So I’ve picked up this project support a client when I’ve never used OpenNebula before yet I’m trying to troubleshoot a VM not starting (“pending”) status, originally it was reporting there was not enough capacity though it was there.
Running onehost sync -force seems to have corrected the values it was reading but now I’m noticing datastore 0 (system) is not set to the cluster the rest of the datastores are set to and sched is reporting this as being an issue and I’m not 100% how to resolve it or if it should even care that the system datastore is not in the cluster.
Any help is greatly appreciated here.
Fri Jan 6 03:37:01 2017 [VM][D]: Pending/rescheduling VM and capacity requirements:
VM CPU Memory System DS Image DS
Fri Jan 6 03:37:01 2017 [VM][I]: Dispatching VM 9 to host 2 and datastore 100
Fri Jan 6 03:37:01 2017 [VM][E]: Error deploying virtual machine 9 to HID: 2. Reason: [VirtualMachineDeploy] datastore [0] and host [2] are not in the same cluster.
Fri Jan 6 03:37:01 2017 [VM][I]: Dispatching VM 9 to host 0 and datastore 100
Fri Jan 6 03:37:01 2017 [VM][E]: Error deploying virtual machine 9 to HID: 0. Reason: [VirtualMachineDeploy] datastore [0] and host [0] are not in the same cluster.
[oneadmin@superadmin one]$ onedatastore list
ID NAME SIZE AVAIL CLUSTER IMAGES TYPE DS TM
0 system 142.5G 41% - 0 sys - shared
1 default 142.5G 41% LNProd 13 img fs shared
2 files 142.5G 41% LNProd 0 fil fs ssh
100 LNsystem 142.5G 41% LNProd 0 sys - shared
[oneadmin@superadmin one]$ onecluster list
ID NAME HOSTS VNETS DATASTORES
100 LNProd 2 1 3
[oneadmin@superadmin one]$ onecluster show 100
CLUSTER 100 INFORMATION
ID : 100
NAME : LNProd
the problem seems to be that your cluster with ID 100 does not have access to the datastore with the ID 0:
Assuming this is the reason the following command should solve your problem (it adds the datastore 0 to cluster 100:
Is there any way to modify the existing VM template (live) to specify that it should use the alternative system DS?
As I’m trying to support this as is, and the other hosts seem to be deployed on the system DS of 100, as well as additional VMs but I noticed the template for new VMs is setting different options.
Though I suppose adding the 0 system ds should resolve it as well, would that any impact on systems which are already located on the 0 system DS?
Where newly created VM specifies CLUSTER_ID = 100, and uses system data store 100 I don’t know if it’s relevant at all, but if possible I’d like to somehow adjust the “adminhost” VM to do exactly what this new VM I deployed is doing (which is that it deployed to the SYSTEM DS already attached to the cluster)
unfortunately I can’t answer your question for sure.
The datastore with ID 0 is a datastore of type SYSTEM in my case (in your case too?).
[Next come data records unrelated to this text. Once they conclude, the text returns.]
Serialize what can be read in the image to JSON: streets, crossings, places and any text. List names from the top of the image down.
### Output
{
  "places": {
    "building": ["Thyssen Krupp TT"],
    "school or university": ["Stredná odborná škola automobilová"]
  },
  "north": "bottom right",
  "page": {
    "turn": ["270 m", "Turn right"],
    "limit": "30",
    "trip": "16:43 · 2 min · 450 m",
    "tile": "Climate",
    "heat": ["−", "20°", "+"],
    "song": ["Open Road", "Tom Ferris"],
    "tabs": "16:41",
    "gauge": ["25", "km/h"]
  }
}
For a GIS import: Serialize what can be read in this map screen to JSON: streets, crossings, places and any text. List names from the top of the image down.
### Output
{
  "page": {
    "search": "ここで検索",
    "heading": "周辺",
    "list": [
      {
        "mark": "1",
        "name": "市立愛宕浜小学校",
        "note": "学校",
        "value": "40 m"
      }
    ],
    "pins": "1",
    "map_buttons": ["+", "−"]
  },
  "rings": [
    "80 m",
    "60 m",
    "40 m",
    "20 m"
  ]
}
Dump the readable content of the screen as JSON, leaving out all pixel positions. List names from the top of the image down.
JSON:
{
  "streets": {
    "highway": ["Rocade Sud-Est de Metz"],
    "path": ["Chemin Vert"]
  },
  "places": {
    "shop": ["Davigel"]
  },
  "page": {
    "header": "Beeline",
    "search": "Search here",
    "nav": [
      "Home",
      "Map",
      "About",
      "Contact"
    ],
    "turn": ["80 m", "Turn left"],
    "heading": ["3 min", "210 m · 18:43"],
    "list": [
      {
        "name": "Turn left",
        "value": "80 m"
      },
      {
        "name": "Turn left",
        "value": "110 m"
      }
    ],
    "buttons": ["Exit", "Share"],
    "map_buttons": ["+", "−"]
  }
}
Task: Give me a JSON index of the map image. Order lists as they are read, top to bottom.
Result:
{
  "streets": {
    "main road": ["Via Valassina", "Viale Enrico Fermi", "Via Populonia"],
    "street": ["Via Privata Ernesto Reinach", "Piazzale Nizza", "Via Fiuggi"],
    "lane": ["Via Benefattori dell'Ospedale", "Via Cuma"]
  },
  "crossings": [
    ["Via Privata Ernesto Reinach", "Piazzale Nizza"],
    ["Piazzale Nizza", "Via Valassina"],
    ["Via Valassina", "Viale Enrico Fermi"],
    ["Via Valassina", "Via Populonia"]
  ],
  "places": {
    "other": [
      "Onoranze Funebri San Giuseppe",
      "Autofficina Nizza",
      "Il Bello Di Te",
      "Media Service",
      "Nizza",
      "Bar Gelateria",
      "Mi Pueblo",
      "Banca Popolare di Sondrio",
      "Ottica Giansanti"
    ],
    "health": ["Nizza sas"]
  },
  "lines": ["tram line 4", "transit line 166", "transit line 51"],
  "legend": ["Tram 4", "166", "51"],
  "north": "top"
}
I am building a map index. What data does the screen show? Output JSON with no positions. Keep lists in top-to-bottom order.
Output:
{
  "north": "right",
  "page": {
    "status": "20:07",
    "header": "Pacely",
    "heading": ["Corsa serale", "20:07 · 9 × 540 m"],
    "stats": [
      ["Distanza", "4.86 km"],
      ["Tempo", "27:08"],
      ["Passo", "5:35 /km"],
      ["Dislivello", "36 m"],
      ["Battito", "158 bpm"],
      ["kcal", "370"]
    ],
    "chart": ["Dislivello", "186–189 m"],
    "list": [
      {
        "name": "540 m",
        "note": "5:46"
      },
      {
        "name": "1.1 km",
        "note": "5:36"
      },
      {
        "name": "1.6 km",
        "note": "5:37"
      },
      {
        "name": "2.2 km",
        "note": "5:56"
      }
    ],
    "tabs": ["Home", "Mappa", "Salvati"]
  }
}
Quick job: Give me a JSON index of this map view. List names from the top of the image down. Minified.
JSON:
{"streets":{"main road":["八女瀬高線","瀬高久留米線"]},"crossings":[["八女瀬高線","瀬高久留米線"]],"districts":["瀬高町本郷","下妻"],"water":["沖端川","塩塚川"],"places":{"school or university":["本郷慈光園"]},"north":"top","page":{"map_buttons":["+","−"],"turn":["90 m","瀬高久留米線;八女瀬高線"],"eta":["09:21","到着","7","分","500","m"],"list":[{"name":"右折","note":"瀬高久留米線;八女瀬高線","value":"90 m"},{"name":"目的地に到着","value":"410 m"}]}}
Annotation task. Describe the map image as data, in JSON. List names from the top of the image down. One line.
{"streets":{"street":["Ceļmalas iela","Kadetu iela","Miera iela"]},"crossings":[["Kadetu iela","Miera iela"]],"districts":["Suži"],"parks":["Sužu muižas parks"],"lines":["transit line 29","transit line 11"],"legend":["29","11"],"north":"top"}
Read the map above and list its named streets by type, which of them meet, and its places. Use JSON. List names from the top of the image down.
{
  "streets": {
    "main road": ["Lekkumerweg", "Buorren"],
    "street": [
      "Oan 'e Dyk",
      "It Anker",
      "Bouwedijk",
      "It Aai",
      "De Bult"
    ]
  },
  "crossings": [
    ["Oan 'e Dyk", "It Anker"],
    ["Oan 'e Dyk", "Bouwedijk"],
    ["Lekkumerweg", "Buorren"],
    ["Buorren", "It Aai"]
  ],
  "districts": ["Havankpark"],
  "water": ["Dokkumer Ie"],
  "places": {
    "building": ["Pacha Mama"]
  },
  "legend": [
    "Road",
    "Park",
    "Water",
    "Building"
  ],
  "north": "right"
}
So maybe at least one of your VMs has a volatile disk attached to it.
If you add datastore 0 to your cluster I assume that it will not have any negative impact other than that other VMs in cluster 100 could also use datastore 0. To prevent this you could disable datastore 0 (but still add it to cluster 100) as it is writen here: http://docs.opennebula.org/5.2/operation/host_cluster_management/datastore_guide.html#disable-a-system-datastore
Another idea that comes to my mind is the migration way: You could do an (offline) datastore migration to move the files into another datastore - unfortunately this operation is not supported by every TM driver.
I actually had tried disabling it previously it appears the version of opennebula doesn’t support it as it just throws the man page when I try it.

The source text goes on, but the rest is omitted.